ASSIGNED TASK
Give back every record exactly as written.

=== Section Start ===

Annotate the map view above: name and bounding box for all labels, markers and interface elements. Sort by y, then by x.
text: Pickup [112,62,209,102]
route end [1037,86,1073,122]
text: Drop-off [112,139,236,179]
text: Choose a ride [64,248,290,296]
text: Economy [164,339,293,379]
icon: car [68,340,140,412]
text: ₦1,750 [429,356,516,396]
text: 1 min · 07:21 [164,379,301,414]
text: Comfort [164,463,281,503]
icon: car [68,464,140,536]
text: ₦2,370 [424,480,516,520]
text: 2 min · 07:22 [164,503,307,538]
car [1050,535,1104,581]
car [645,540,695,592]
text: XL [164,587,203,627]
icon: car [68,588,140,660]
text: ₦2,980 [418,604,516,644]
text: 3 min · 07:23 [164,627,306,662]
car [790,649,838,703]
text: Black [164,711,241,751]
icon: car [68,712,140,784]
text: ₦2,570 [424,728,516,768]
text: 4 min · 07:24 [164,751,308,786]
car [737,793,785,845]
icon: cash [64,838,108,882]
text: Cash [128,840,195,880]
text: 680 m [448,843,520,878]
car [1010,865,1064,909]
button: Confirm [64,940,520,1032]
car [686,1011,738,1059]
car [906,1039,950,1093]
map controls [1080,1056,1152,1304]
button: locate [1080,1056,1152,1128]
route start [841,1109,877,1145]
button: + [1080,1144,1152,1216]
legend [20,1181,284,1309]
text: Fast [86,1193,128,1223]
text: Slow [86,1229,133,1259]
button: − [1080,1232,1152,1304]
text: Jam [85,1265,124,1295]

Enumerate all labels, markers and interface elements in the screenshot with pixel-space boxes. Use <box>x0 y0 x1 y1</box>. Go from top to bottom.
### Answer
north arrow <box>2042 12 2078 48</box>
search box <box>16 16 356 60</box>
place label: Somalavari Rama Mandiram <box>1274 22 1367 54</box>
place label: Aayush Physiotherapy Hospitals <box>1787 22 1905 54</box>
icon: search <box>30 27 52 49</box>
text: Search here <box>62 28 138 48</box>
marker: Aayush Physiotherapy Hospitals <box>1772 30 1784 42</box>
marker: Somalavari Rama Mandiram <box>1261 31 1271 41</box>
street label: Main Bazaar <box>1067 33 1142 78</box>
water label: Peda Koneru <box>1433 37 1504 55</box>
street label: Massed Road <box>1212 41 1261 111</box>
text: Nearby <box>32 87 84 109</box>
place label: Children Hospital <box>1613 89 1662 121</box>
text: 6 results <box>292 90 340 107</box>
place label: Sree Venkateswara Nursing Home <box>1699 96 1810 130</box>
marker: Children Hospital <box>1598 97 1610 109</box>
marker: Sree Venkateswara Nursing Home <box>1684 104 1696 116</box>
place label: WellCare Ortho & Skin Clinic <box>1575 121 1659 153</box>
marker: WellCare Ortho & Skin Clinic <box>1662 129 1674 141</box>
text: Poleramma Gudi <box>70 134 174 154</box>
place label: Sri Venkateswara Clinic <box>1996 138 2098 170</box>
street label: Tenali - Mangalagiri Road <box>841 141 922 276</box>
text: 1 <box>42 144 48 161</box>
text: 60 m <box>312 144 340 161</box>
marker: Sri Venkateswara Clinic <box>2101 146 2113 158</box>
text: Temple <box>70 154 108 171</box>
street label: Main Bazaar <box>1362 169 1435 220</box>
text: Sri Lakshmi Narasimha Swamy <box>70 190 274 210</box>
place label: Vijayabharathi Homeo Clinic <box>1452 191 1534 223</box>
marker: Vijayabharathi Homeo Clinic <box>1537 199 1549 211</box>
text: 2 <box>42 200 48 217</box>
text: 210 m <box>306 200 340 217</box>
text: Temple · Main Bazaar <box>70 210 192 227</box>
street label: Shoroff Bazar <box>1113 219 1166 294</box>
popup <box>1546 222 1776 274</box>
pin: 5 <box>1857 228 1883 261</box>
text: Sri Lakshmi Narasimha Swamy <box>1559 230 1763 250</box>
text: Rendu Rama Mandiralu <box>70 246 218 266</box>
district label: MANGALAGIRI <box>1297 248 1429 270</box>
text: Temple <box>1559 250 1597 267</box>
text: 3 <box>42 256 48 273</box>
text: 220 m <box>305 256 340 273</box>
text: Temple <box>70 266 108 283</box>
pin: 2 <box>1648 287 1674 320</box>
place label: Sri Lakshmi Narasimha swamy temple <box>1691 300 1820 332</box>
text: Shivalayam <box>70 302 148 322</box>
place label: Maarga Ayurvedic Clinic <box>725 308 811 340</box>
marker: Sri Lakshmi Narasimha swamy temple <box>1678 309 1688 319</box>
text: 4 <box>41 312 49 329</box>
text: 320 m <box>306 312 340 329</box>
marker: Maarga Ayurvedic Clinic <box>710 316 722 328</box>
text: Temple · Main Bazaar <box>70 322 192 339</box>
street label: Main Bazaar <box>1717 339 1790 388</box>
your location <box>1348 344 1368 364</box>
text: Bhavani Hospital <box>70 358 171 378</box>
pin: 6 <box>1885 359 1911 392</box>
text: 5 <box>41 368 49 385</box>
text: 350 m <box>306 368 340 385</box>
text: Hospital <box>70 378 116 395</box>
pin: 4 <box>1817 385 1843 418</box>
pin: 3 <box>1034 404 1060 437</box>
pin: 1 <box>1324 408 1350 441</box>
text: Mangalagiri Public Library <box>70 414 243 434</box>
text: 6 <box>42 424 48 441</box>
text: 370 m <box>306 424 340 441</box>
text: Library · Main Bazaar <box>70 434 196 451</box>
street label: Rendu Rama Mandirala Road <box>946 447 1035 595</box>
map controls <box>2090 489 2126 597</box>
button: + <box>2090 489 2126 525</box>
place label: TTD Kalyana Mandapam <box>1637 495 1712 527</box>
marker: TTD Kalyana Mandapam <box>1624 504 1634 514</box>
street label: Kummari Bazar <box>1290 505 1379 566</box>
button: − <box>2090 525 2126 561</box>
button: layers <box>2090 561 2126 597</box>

=== Section End ===

RESULT OF THIS TASK
Annotate the map view above: name and bounding box for all labels, markers and interface elements. Sort by y, then by x.
text: Pickup [112,62,209,102]
route end [1037,86,1073,122]
text: Drop-off [112,139,236,179]
text: Choose a ride [64,248,290,296]
text: Economy [164,339,293,379]
icon: car [68,340,140,412]
text: ₦1,750 [429,356,516,396]
text: 1 min · 07:21 [164,379,301,414]
text: Comfort [164,463,281,503]
icon: car [68,464,140,536]
text: ₦2,370 [424,480,516,520]
text: 2 min · 07:22 [164,503,307,538]
car [1050,535,1104,581]
car [645,540,695,592]
text: XL [164,587,203,627]
icon: car [68,588,140,660]
text: ₦2,980 [418,604,516,644]
text: 3 min · 07:23 [164,627,306,662]
car [790,649,838,703]
text: Black [164,711,241,751]
icon: car [68,712,140,784]
text: ₦2,570 [424,728,516,768]
text: 4 min · 07:24 [164,751,308,786]
car [737,793,785,845]
icon: cash [64,838,108,882]
text: Cash [128,840,195,880]
text: 680 m [448,843,520,878]
car [1010,865,1064,909]
button: Confirm [64,940,520,1032]
car [686,1011,738,1059]
car [906,1039,950,1093]
map controls [1080,1056,1152,1304]
button: locate [1080,1056,1152,1128]
route start [841,1109,877,1145]
button: + [1080,1144,1152,1216]
legend [20,1181,284,1309]
text: Fast [86,1193,128,1223]
text: Slow [86,1229,133,1259]
button: − [1080,1232,1152,1304]
text: Jam [85,1265,124,1295]

Enumerate all labels, markers and interface elements in the screenshot with pixel-space boxes. Use <box>x0 y0 x1 y1</box>. Go from top to bottom.
### Answer
north arrow <box>2042 12 2078 48</box>
search box <box>16 16 356 60</box>
place label: Somalavari Rama Mandiram <box>1274 22 1367 54</box>
place label: Aayush Physiotherapy Hospitals <box>1787 22 1905 54</box>
icon: search <box>30 27 52 49</box>
text: Search here <box>62 28 138 48</box>
marker: Aayush Physiotherapy Hospitals <box>1772 30 1784 42</box>
marker: Somalavari Rama Mandiram <box>1261 31 1271 41</box>
street label: Main Bazaar <box>1067 33 1142 78</box>
water label: Peda Koneru <box>1433 37 1504 55</box>
street label: Massed Road <box>1212 41 1261 111</box>
text: Nearby <box>32 87 84 109</box>
place label: Children Hospital <box>1613 89 1662 121</box>
text: 6 results <box>292 90 340 107</box>
place label: Sree Venkateswara Nursing Home <box>1699 96 1810 130</box>
marker: Children Hospital <box>1598 97 1610 109</box>
marker: Sree Venkateswara Nursing Home <box>1684 104 1696 116</box>
place label: WellCare Ortho & Skin Clinic <box>1575 121 1659 153</box>
marker: WellCare Ortho & Skin Clinic <box>1662 129 1674 141</box>
text: Poleramma Gudi <box>70 134 174 154</box>
place label: Sri Venkateswara Clinic <box>1996 138 2098 170</box>
street label: Tenali - Mangalagiri Road <box>841 141 922 276</box>
text: 1 <box>42 144 48 161</box>
text: 60 m <box>312 144 340 161</box>
marker: Sri Venkateswara Clinic <box>2101 146 2113 158</box>
text: Temple <box>70 154 108 171</box>
street label: Main Bazaar <box>1362 169 1435 220</box>
text: Sri Lakshmi Narasimha Swamy <box>70 190 274 210</box>
place label: Vijayabharathi Homeo Clinic <box>1452 191 1534 223</box>
marker: Vijayabharathi Homeo Clinic <box>1537 199 1549 211</box>
text: 2 <box>42 200 48 217</box>
text: 210 m <box>306 200 340 217</box>
text: Temple · Main Bazaar <box>70 210 192 227</box>
street label: Shoroff Bazar <box>1113 219 1166 294</box>
popup <box>1546 222 1776 274</box>
pin: 5 <box>1857 228 1883 261</box>
text: Sri Lakshmi Narasimha Swamy <box>1559 230 1763 250</box>
text: Rendu Rama Mandiralu <box>70 246 218 266</box>
district label: MANGALAGIRI <box>1297 248 1429 270</box>
text: Temple <box>1559 250 1597 267</box>
text: 3 <box>42 256 48 273</box>
text: 220 m <box>305 256 340 273</box>
text: Temple <box>70 266 108 283</box>
pin: 2 <box>1648 287 1674 320</box>
place label: Sri Lakshmi Narasimha swamy temple <box>1691 300 1820 332</box>
text: Shivalayam <box>70 302 148 322</box>
place label: Maarga Ayurvedic Clinic <box>725 308 811 340</box>
marker: Sri Lakshmi Narasimha swamy temple <box>1678 309 1688 319</box>
text: 4 <box>41 312 49 329</box>
text: 320 m <box>306 312 340 329</box>
marker: Maarga Ayurvedic Clinic <box>710 316 722 328</box>
text: Temple · Main Bazaar <box>70 322 192 339</box>
street label: Main Bazaar <box>1717 339 1790 388</box>
your location <box>1348 344 1368 364</box>
text: Bhavani Hospital <box>70 358 171 378</box>
pin: 6 <box>1885 359 1911 392</box>
text: 5 <box>41 368 49 385</box>
text: 350 m <box>306 368 340 385</box>
text: Hospital <box>70 378 116 395</box>
pin: 4 <box>1817 385 1843 418</box>
pin: 3 <box>1034 404 1060 437</box>
pin: 1 <box>1324 408 1350 441</box>
text: Mangalagiri Public Library <box>70 414 243 434</box>
text: 6 <box>42 424 48 441</box>
text: 370 m <box>306 424 340 441</box>
text: Library · Main Bazaar <box>70 434 196 451</box>
street label: Rendu Rama Mandirala Road <box>946 447 1035 595</box>
map controls <box>2090 489 2126 597</box>
button: + <box>2090 489 2126 525</box>
place label: TTD Kalyana Mandapam <box>1637 495 1712 527</box>
marker: TTD Kalyana Mandapam <box>1624 504 1634 514</box>
street label: Kummari Bazar <box>1290 505 1379 566</box>
button: − <box>2090 525 2126 561</box>
button: layers <box>2090 561 2126 597</box>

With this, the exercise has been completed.